I’d been on the receiving end of Georgia’s tough love enough times to know not to take her words personally. All she wanted was for me to do my best work and perform to my highest potential, and sometimes I needed a kick in the pants to do that. Not that day, though. I was already miles ahead.
“An inside PD source says the cops have identified the woman who was in Olivia’s apartment Friday night. Her name is Rachel Rockwell. Lives in Greenwich. The PD is calling her a person of interest. She’s wanted for questioning but hasn’t turned herself in yet. I promised my source to keep her name and picture off the air until five o’clock. They want to bring her in first.”
“They establish probable cause?”
I turned off Lexington Avenue onto a quieter side street. “They’re getting warrants to search her house, computers, and car.”
“How sure are you that this won’t leak sooner? Greenwich police. Her family and friends. There’s any number of ways this could get out.”
Georgia had a point, but I’d given my word to Panda. “I can’t go back on a promise.”
She sighed. “OK, so we hold till five. In the meantime, do the research on Rockwell. Do we know what her connection to the victim is?”
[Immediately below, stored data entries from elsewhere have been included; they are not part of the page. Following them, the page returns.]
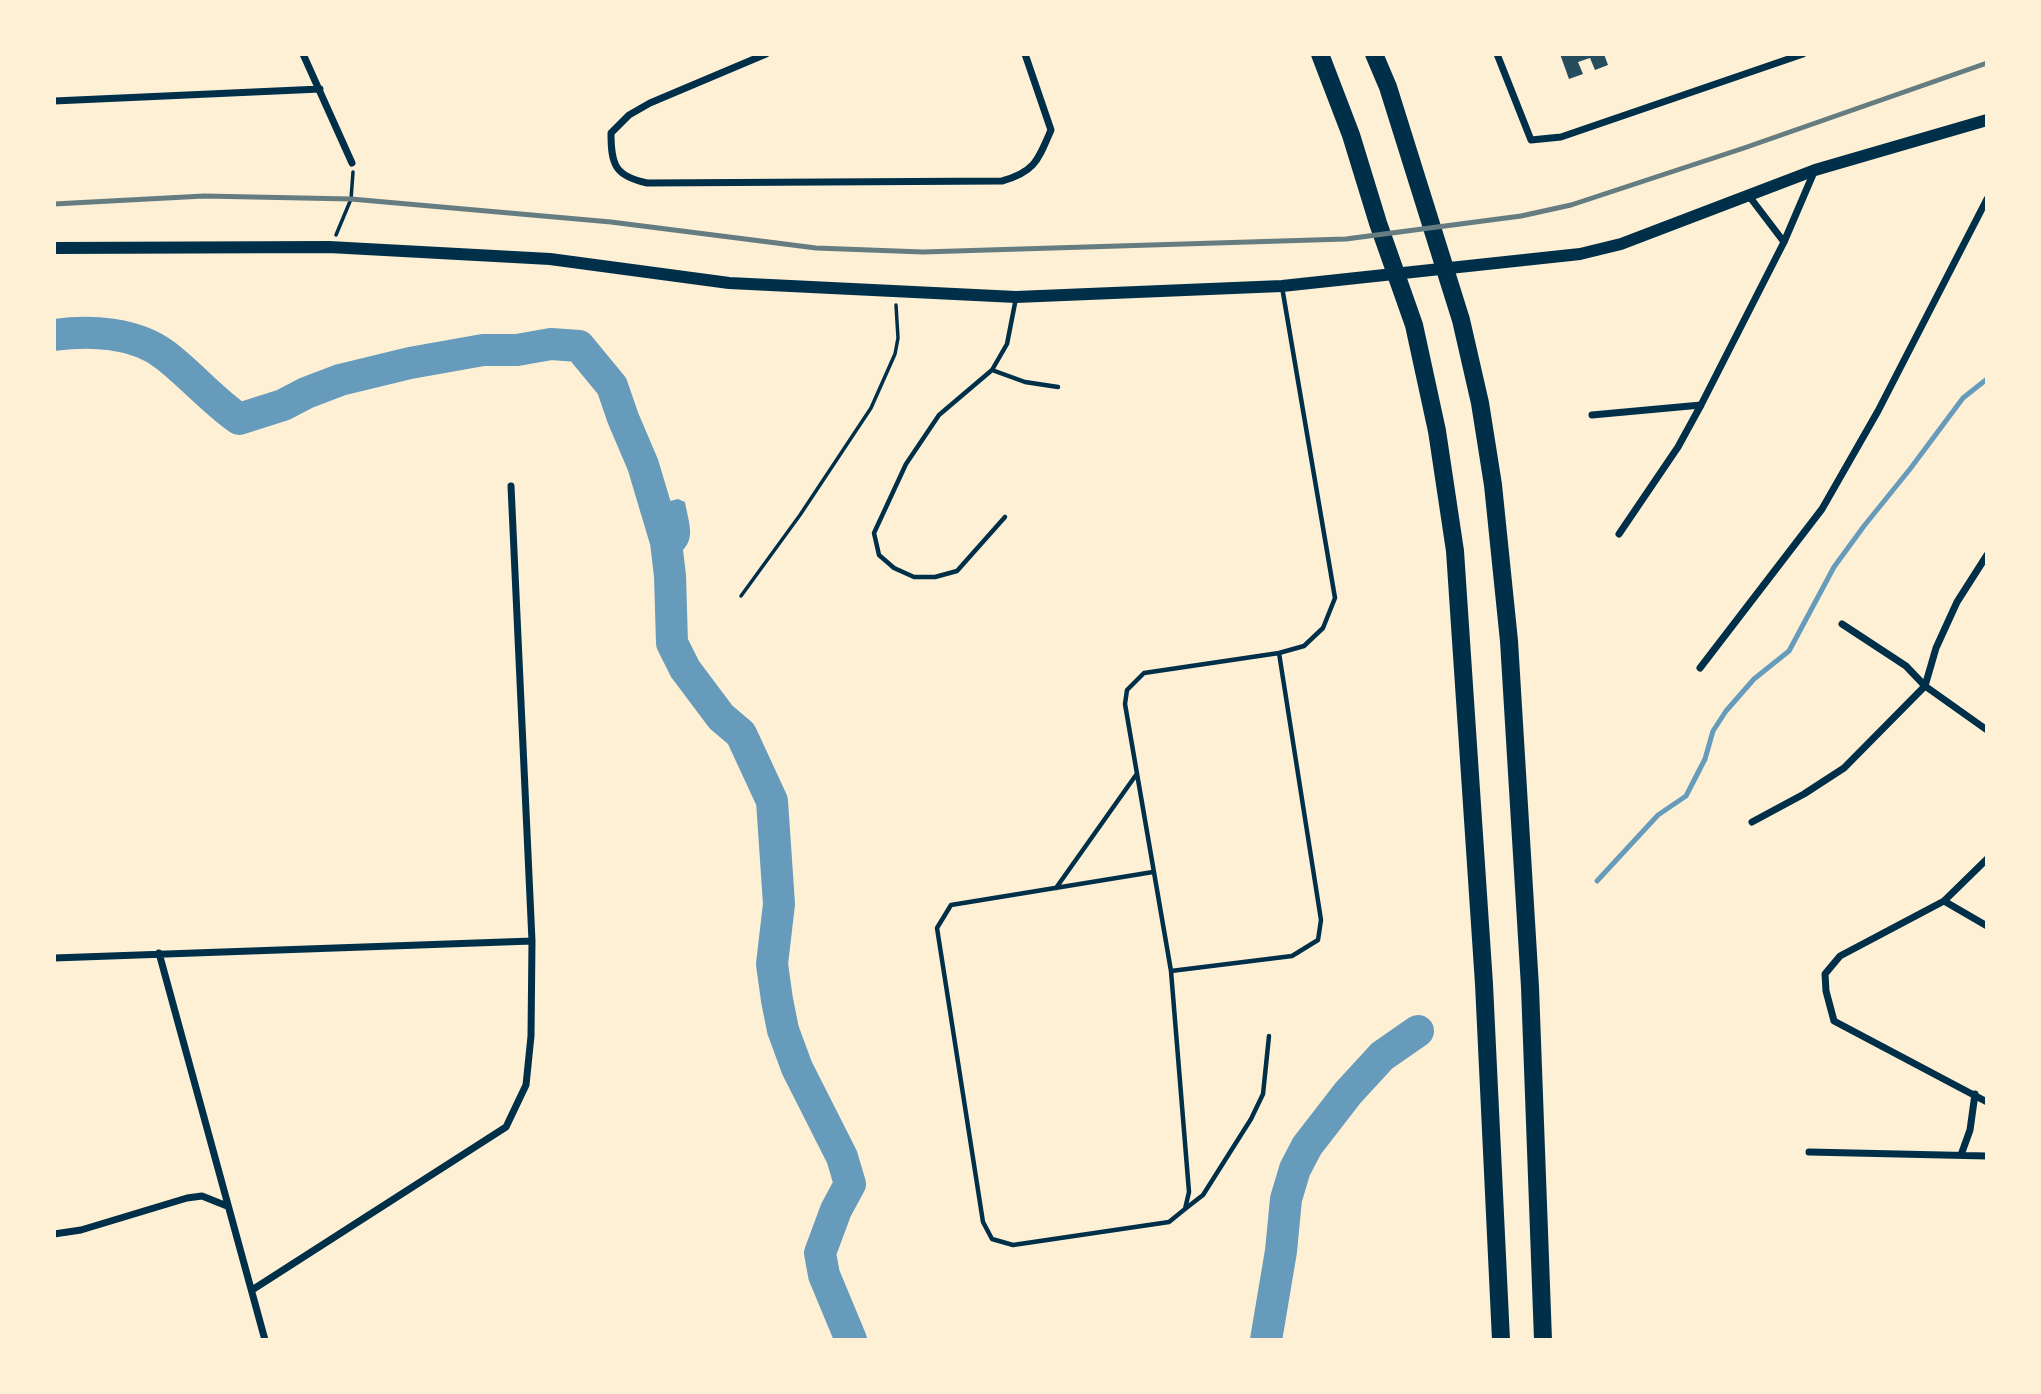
<!DOCTYPE html>
<style>
body{margin:0}
#map{position:relative;width:2041px;height:1394px;overflow:hidden;background:#fdf0d5;font-family:"Noto Sans",sans-serif}
canvas{display:block}
.frame{position:absolute;inset:0;border:56px solid #fdf0d5;pointer-events:none}
</style>
<div id="map">
<canvas width="2041" height="1394"></canvas>
<div class="frame"></div>
</div>
<script>
const g = document.querySelector('canvas').getContext('2d');
g.lineJoin = 'round';
function paint(path, color) { g.fillStyle = color; g.fill(path, 'evenodd'); }
function stroke(path, color, width, dash) { g.strokeStyle = color; g.lineWidth = width; g.lineCap = dash ? 'butt' : 'round'; g.setLineDash(dash || []); g.stroke(path); }
paint(new Path2D(`
 M 678,499 L 685,502 C 689,526 698,541 675,557 L 670,529 L 670,501 Z`), '#669bbc');
stroke(new Path2D(`
 M 1597,881 L 1658,815 L 1686,796 L 1705,759 L 1713,731 L 1726,711 L 1754,679 L 1789,651 L 1834,567 L 1864,526 L 1910,469 L 1963,398 L 1987,379`), '#669bbc', 5);
stroke(new Path2D(`
 M 54,335 C 90,330 135,332 165,355 C 191,375 212,400 239,419 L 283,405 L 306,393 L 340,380 L 410,363 L 483,350 L 517,350 L 551,344 L 579,346 L 612,386 L 623,418 L 643,465 L 666,542 L 670,576 L 672,643 L 685,669 L 721,717 L 741,734 L 772,801 L 779,904 L 772,964 L 777,1000 L 783,1030 L 797,1068 L 842,1157 L 850,1184 L 836,1210 L 820,1253 L 824,1275 L 851,1340
 M 1266,1340 L 1281,1251 L 1286,1199 L 1295,1169 L 1307,1146 L 1348,1093 L 1382,1056 L 1418,1031`), '#669bbc', 32);
paint(new Path2D(`
 M 1560,54 L 1604,54 L 1608,65 L 1595,70 L 1590,58 L 1578,62 L 1583,74 L 1569,79 Z`), '#264d5e');
stroke(new Path2D(`
 M 336,235 L 351,199 L 353,172
 M 741,596 L 800,515 L 871,408 L 895,354 L 898,338 L 896,305`), '#003049', 3.5);
stroke(new Path2D(`
 M 992,370 L 1025,382 L 1058,387
 M 1005,517 L 957,571 L 935,577 L 914,577 L 894,568 L 879,555 L 874,533 L 906,464 L 939,415 L 992,370 L 1007,344 L 1016,298
 M 1153,872 L 951,905 L 937,928 L 983,1222 L 992,1239 L 1013,1245 L 1169,1222 L 1185,1209 L 1189,1192 L 1171,971 L 1125,704 L 1127,690 L 1144,673 L 1279,653 L 1304,646 L 1323,628 L 1335,598 L 1282,287
 M 1056,888 L 1136,775
 M 1171,971 L 1292,956 L 1318,940 L 1321,920 L 1279,653
 M 1185,1209 L 1203,1195 L 1251,1119 L 1263,1094 L 1269,1036`), '#003049', 4.5);
stroke(new Path2D(`
 M 303,54 L 352,163
 M 766,54 L 650,103 L 629,115 L 611,133 C 611,165 615,176 647,183 L 1002,181 C 1035,172 1038,160 1051,130 L 1025,54
 M 1497,54 L 1531,140 L 1561,137 L 1803,54
 M 54,101 L 320,89
 M 1749,196 L 1784,242
 M 1592,415 L 1701,405
 M 1619,534 L 1678,447 L 1701,405 L 1784,242 L 1814,172
 M 1842,624 L 1906,666 L 1925,686 L 1987,730
 M 1700,668 L 1822,509 L 1878,411 L 1987,199
 M 1752,822 L 1804,794 L 1844,768 L 1925,686 L 1936,648 L 1957,602 L 1987,555
 M 1987,859 L 1944,901 L 1840,956 L 1825,974 L 1826,991 L 1834,1021 L 1987,1102
 M 1944,901 L 1987,926
 M 159,953 L 265,1340
 M 54,958 L 532,941
 M 1809,1152 L 1987,1156
 M 1961,1155 L 1970,1130 L 1975,1094
 M 54,1234 L 81,1230 L 187,1198 L 202,1196 L 227,1206
 M 252,1290 L 506,1127 L 526,1085 L 531,1036 L 532,941 L 511,486`), '#003049', 7);
stroke(new Path2D(`
 M 54,248 L 329,247 L 550,259 L 729,283 L 1016,297 L 1282,286 L 1580,254 L 1621,244 L 1815,170 L 1987,120`), '#003049', 12);
stroke(new Path2D(`
 M 1320,54 L 1351,135 L 1378,223 L 1414,325 L 1437,431 L 1455,551 L 1484,984 L 1501,1340
 M 1374,54 L 1388,87 L 1461,320 L 1480,403 L 1493,485 L 1509,641 L 1530,987 L 1543,1340`), '#003049', 18);
stroke(new Path2D(`
 M 54,204 L 204,196 L 351,199 L 611,222 L 816,248 L 923,252 L 1346,239 L 1521,216 L 1571,205 L 1744,148 L 1987,63`), '#657d81', 5);
</script>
“The source didn’t reveal anything.” It wasn’t a lie. But it wasn’t the truth either. I couldn’t tell her that without breaking my promise to Olivia. “The husband already hired Frank Uffizo.”
“Love triangle?” Georgia posited.
“I’m sure that’s where the cops are going with it.”
“You need to figure that out before we make any big statements,” she said.
“Of course.” Most networks, us included, wouldn’t bother with the due diligence. On a hot story, with everyone scrambling for a piece of the action, you could go live with speculation, and get away with it by framing the breaking news as a question rather than a statement. (i.e.
Was Rachel Rockwell, a pretty Connecticut mother of two and former beauty queen, the last to see Olivia Kravis alive on Friday night?... Was a scandalous love triangle involving a pretty mother of two and big city lawyer at the center of the brutal murder of Olivia Kravis in her own home?
) But this case was different. This was the daughter of the network’s founder we were talking about, and because of that, the bar for us was higher than normal. One screwup and I could be taken off the story or, worse, fired. FirstNews had to be the network of record on this case. Anything less would be considered a failure.
“What’s your next step?”
“I’m going to find out everything that’s public on Rachel Rockwell and her husband.”
“Good.”
“I need someone to case Rachel Rockwell’s neighborhood for sources.”
“You can have as many APs as you need.” AP stood for assistant producer. They were the lowest on the totem pole and made slave wages. I’d spent my four years in the job, running last-minute script changes between the producers in the control room and on-air talent in the studio and picking the cashews out of our 10 o’clock anchor’s Kung Pao chicken. I’d also spent those four years drowning my troubles in tequila and rum.